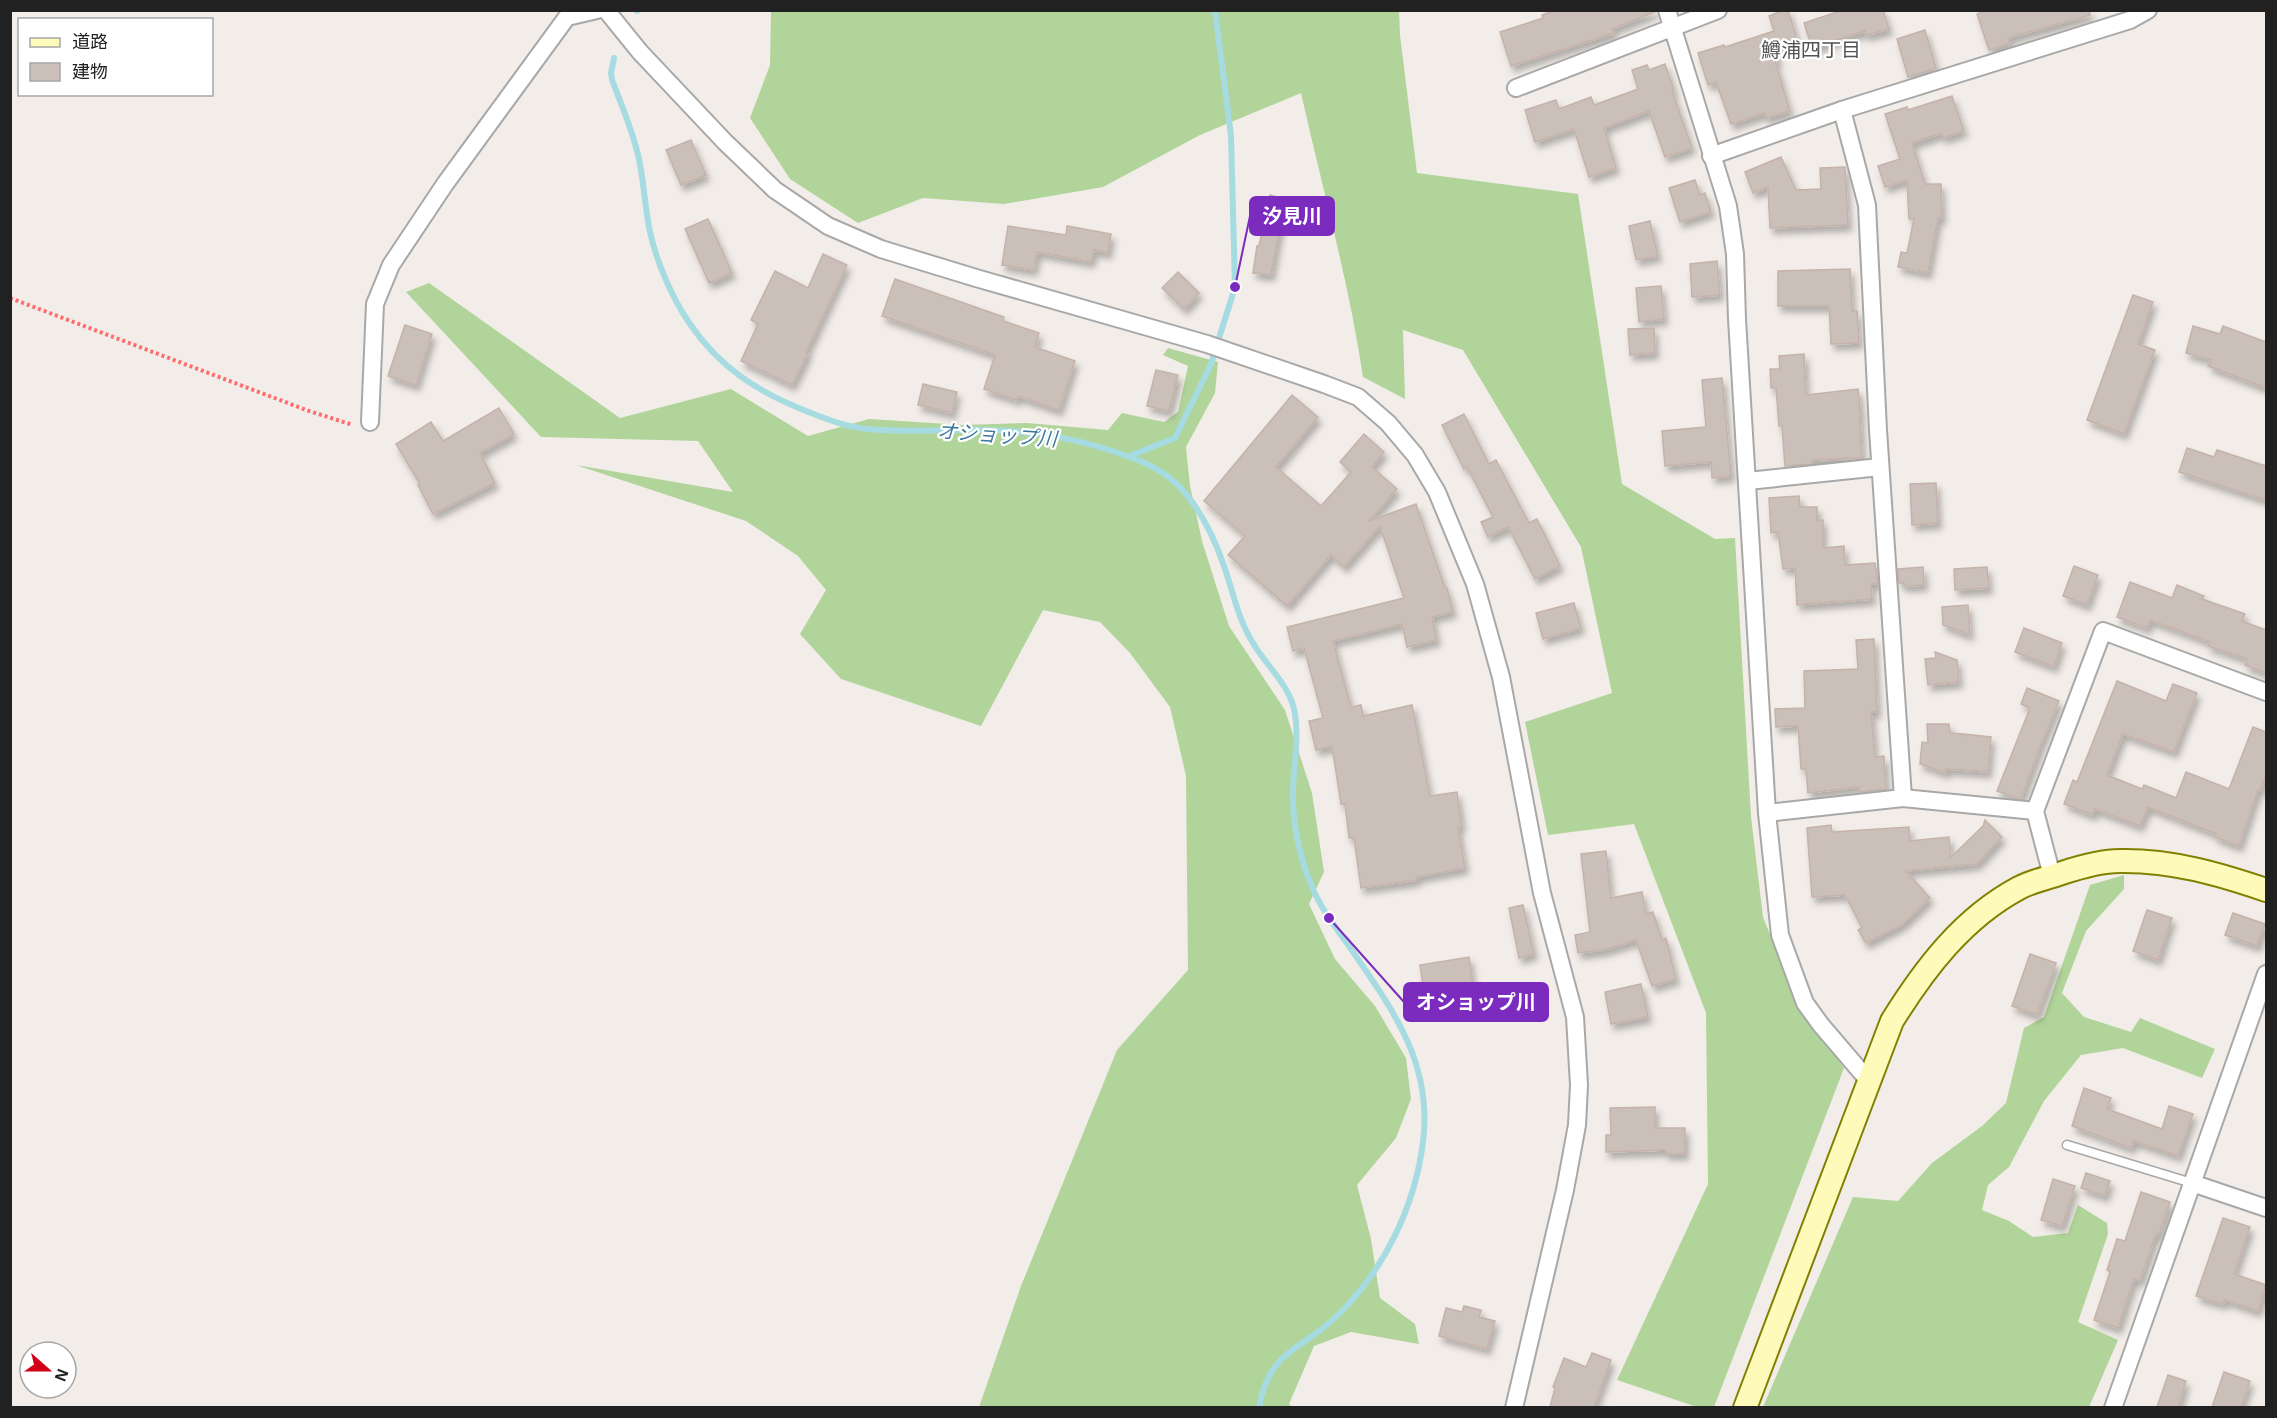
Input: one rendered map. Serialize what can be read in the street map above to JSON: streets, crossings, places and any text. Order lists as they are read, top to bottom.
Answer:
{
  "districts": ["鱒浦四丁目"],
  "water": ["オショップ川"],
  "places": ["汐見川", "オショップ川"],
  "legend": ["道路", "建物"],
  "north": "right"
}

» EXERCISE GOAL
What you return must match the records line for line, with the pictures left out.

» OUTPUT
Input: one rendered map. Serialize what can be read in the street map above to JSON: streets, crossings, places and any text. Order lists as they are read, top to bottom.
Answer:
{
  "districts": ["鱒浦四丁目"],
  "water": ["オショップ川"],
  "places": ["汐見川", "オショップ川"],
  "legend": ["道路", "建物"],
  "north": "right"
}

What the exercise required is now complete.